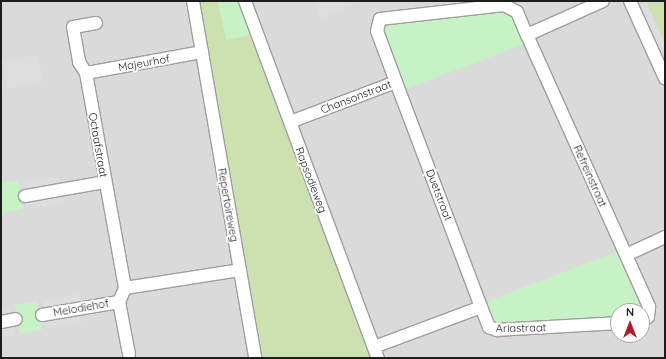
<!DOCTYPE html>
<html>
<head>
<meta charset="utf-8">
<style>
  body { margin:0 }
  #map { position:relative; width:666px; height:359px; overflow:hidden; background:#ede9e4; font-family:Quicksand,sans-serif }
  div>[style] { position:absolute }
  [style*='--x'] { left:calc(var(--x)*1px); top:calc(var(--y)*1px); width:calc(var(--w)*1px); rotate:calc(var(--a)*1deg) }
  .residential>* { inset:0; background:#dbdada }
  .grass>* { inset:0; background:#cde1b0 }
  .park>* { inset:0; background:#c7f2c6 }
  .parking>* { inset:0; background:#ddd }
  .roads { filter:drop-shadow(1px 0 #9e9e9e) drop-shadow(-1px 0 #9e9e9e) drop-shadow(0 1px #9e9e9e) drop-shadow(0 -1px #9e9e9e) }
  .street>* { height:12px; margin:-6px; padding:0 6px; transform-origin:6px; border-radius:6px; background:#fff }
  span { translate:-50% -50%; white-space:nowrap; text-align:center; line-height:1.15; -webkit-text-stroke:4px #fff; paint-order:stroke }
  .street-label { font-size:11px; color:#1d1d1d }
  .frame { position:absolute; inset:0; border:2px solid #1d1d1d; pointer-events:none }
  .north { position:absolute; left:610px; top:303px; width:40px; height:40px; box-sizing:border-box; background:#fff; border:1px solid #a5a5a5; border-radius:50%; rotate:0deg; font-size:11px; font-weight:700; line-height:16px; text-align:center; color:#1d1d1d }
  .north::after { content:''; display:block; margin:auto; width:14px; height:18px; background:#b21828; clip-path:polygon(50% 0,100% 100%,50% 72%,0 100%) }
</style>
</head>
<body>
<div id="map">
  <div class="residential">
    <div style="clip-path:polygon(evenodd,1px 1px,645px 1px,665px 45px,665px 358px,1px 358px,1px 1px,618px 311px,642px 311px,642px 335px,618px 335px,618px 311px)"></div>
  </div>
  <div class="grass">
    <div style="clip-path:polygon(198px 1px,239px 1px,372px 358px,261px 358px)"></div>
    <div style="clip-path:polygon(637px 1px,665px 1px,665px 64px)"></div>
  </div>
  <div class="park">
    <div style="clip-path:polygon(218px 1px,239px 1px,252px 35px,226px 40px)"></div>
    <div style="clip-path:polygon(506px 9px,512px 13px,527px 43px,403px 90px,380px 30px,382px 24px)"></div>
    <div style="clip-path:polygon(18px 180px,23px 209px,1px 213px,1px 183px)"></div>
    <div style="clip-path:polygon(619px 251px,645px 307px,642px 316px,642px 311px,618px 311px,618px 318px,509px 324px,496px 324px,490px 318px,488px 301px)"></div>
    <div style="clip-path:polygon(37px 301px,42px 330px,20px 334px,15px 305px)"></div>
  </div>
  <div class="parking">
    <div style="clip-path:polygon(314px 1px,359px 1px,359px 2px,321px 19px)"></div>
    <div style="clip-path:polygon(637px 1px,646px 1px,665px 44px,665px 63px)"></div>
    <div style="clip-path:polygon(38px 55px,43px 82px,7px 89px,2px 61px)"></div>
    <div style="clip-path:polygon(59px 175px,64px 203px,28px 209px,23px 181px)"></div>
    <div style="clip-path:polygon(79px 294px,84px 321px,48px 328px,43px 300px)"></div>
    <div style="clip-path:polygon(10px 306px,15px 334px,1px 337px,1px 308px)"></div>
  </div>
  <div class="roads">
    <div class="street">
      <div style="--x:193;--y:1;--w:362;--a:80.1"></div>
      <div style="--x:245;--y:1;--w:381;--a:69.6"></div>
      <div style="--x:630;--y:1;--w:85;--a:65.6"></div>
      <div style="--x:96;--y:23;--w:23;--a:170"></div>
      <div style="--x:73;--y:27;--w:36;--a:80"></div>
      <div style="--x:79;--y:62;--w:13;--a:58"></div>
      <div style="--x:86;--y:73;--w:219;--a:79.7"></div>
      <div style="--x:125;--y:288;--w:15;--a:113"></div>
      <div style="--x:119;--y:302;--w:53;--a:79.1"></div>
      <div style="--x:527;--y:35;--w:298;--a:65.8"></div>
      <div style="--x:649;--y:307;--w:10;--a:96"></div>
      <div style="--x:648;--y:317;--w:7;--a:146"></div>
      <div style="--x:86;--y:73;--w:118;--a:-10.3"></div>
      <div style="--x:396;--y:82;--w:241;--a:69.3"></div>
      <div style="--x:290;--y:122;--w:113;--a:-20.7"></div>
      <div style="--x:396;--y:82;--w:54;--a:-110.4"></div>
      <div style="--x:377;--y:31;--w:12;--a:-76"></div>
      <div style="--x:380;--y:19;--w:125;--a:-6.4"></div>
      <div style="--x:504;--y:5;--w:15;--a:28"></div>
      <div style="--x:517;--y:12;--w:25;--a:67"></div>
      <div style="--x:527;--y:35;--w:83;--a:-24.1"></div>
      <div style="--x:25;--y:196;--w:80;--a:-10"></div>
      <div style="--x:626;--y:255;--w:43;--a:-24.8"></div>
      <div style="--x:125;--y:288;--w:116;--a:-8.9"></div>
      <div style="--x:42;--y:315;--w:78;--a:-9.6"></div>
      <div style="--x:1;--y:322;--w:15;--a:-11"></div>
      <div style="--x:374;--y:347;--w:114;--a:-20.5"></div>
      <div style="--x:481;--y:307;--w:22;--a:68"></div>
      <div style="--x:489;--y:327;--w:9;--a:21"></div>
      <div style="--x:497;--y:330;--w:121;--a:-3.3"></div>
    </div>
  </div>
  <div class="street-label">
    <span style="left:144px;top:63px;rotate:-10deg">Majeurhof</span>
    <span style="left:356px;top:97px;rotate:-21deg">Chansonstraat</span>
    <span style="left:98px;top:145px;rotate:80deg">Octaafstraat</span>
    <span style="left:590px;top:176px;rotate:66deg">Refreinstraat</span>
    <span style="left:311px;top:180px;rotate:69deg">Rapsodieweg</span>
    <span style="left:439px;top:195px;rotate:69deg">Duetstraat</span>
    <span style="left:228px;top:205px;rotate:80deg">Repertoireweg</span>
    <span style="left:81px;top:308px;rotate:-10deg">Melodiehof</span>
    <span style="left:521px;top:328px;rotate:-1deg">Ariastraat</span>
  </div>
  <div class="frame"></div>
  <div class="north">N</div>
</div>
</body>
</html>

________

Try it:
Up to and including the line that contains "position:absolute; left:610px; top:303px;", print the records above exactly from their first line, without any pictures.

Solution below:
<!DOCTYPE html>
<html>
<head>
<meta charset="utf-8">
<style>
  body { margin:0 }
  #map { position:relative; width:666px; height:359px; overflow:hidden; background:#ede9e4; font-family:Quicksand,sans-serif }
  div>[style] { position:absolute }
  [style*='--x'] { left:calc(var(--x)*1px); top:calc(var(--y)*1px); width:calc(var(--w)*1px); rotate:calc(var(--a)*1deg) }
  .residential>* { inset:0; background:#dbdada }
  .grass>* { inset:0; background:#cde1b0 }
  .park>* { inset:0; background:#c7f2c6 }
  .parking>* { inset:0; background:#ddd }
  .roads { filter:drop-shadow(1px 0 #9e9e9e) drop-shadow(-1px 0 #9e9e9e) drop-shadow(0 1px #9e9e9e) drop-shadow(0 -1px #9e9e9e) }
  .street>* { height:12px; margin:-6px; padding:0 6px; transform-origin:6px; border-radius:6px; background:#fff }
  span { translate:-50% -50%; white-space:nowrap; text-align:center; line-height:1.15; -webkit-text-stroke:4px #fff; paint-order:stroke }
  .street-label { font-size:11px; color:#1d1d1d }
  .frame { position:absolute; inset:0; border:2px solid #1d1d1d; pointer-events:none }
  .north { position:absolute; left:610px; top:303px; width:40px; height:40px; box-sizing:border-box; background:#fff; border:1px solid #a5a5a5; border-radius:50%; rotate:0deg; font-size:11px; font-weight:700; line-height:16px; text-align:center; color:#1d1d1d }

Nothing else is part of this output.